The Oilers are like if a Guy Maddin film was a hockey team: bizarre, unsettling, and you have to be a bit of a weirdo to still be a fan.
What more can be said about the Oilers? Connor McDavid could be skating between Taylor Hall and Jordan Eberle right now. Instead, he had to play a game lugging Milan Lucic and Jujhar Khaira around the ice. Then word came out yesterday that Pete Chiarelli, who is somehow still the GM of the Oilers, is on a “full court press” to find help at forward. It’s the saddest music in the world, but you can’t help but laugh.
How did the Coyotes get weird? Well, Brad Richardson is their leading goalscorer. ‘Nuff said.
Then there’s the last place Kings, who were supposed to be loading up for one more run at the Stanley Cup after adding Ilya Kovalchuk in free agency. Instead, they’ve been a disaster, with their aging lineup struggling to keep up with the speed of the West. They’re utterly bizarre: they managed just 16 shots on goal against the Oilers earlier this month; a week later they piled up 40 shots in a dominant performance against the Pittsburgh Penguins.
Finally, there’s the Canucks, who might out-weird them all.
They’re led in scoring by a 20-year-old rookie that is playing centre for the first time in years, electrifying the rest of the league in the process. Their goaltending is thoroughly mediocre, except for in December, when it was the best in the NHL.
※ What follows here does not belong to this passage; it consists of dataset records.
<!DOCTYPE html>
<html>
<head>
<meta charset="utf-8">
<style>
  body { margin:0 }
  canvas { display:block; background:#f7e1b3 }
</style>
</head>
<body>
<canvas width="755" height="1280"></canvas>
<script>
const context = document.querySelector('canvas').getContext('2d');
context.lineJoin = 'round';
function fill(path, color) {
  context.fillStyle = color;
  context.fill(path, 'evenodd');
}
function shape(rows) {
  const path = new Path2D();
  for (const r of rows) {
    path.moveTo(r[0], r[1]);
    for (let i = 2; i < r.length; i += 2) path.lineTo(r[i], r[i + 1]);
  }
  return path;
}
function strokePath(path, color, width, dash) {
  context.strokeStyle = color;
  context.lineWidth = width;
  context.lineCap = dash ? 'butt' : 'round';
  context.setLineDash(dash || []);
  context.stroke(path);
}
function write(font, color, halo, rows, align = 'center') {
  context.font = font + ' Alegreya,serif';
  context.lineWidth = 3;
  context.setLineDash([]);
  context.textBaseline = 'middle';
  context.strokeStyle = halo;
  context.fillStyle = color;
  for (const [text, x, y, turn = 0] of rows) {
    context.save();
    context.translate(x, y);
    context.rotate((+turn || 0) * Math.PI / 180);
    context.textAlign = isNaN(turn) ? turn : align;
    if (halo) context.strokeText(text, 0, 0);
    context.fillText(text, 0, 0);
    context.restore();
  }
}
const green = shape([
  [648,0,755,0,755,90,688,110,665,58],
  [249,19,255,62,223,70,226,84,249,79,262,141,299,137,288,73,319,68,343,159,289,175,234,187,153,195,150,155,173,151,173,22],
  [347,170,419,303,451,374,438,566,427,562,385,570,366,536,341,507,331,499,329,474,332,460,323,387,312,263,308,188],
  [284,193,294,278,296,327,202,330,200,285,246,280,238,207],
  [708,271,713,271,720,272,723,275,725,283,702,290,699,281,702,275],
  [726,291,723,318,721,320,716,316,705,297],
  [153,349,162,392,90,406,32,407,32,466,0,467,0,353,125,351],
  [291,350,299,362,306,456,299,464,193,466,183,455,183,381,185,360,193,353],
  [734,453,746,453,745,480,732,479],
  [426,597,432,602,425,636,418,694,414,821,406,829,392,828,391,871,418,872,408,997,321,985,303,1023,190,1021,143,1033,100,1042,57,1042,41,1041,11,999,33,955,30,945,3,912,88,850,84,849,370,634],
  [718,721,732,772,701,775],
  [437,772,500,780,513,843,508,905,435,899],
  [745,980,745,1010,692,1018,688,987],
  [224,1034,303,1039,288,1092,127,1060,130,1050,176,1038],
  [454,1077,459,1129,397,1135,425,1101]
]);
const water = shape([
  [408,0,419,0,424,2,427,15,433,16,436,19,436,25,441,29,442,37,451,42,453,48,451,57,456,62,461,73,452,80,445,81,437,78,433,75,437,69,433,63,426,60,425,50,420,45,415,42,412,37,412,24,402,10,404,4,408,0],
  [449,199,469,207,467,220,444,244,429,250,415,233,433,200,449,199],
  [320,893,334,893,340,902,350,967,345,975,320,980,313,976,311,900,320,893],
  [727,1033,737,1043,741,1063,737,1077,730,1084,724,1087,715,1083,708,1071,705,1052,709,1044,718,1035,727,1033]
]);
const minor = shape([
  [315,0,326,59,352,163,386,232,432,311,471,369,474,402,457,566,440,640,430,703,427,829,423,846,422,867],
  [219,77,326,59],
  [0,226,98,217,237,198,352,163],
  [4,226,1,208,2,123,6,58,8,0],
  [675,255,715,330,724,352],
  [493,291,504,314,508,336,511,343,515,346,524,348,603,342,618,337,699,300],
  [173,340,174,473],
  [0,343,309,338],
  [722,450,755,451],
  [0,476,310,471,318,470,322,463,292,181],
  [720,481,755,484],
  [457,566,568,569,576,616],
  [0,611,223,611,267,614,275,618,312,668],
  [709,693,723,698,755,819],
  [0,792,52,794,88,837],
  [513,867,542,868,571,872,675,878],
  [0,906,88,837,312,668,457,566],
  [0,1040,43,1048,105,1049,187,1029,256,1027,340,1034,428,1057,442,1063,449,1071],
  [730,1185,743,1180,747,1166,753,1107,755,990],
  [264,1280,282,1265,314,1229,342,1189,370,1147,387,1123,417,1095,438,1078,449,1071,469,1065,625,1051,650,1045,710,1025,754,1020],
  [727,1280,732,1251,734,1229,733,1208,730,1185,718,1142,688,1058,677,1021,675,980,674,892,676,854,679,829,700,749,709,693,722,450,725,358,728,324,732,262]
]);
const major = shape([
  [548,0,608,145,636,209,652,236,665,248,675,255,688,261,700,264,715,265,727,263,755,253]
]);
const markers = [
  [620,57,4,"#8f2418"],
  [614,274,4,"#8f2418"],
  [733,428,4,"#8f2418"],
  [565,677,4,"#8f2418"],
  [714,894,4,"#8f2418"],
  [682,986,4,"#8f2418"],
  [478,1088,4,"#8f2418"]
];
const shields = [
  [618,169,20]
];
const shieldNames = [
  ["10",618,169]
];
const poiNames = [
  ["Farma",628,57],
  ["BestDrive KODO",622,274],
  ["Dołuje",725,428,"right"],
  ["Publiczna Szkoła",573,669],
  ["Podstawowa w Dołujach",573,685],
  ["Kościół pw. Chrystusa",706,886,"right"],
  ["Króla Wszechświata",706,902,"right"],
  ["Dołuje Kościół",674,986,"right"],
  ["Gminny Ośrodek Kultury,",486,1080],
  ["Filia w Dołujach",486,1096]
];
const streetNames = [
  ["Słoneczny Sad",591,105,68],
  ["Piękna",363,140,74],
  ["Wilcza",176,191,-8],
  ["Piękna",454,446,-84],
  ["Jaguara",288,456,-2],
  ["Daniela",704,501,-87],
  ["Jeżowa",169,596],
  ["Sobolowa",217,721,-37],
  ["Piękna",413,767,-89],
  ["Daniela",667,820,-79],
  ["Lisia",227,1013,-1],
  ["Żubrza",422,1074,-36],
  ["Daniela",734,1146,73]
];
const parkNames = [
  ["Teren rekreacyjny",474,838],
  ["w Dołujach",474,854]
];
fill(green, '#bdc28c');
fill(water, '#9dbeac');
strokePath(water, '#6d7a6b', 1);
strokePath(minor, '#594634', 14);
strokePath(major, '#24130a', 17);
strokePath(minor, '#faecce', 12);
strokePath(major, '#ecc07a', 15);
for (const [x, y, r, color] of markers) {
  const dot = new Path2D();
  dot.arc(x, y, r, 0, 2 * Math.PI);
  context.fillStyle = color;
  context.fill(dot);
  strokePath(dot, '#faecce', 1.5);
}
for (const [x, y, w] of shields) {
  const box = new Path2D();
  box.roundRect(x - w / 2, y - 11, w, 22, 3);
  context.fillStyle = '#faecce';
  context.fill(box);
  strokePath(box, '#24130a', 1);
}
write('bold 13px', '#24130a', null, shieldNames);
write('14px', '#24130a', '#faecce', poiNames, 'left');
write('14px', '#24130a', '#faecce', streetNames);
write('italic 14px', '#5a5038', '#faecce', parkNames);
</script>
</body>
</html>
They have the worst scoring chance differential in the NHL and sometimes can’t seem to find the offensive zone to save their lives, but other times, namely when that 20-year-old rookie takes the ice, scoring chances materialize out of thin air.
They had a streak where they won just one of 13 games. That was immediately followed by 13 games in which they were one of the best teams in the NHL, winning nine games.
Against the Flames, obviously the best team in the Pacific and arguably the best team in the Western Conference, the Canucks have won two of three games. They're the only Pacific Division team to beat the Flames twice this season.
They’re a rebuilding team that was just barely able to admit they were in a rebuild and might be prematurely convinced the rebuild is over because the rest of the Pacific Division got weird and terrible.
The Canucks are a weird team. They fit right in with the rest of the Pacific.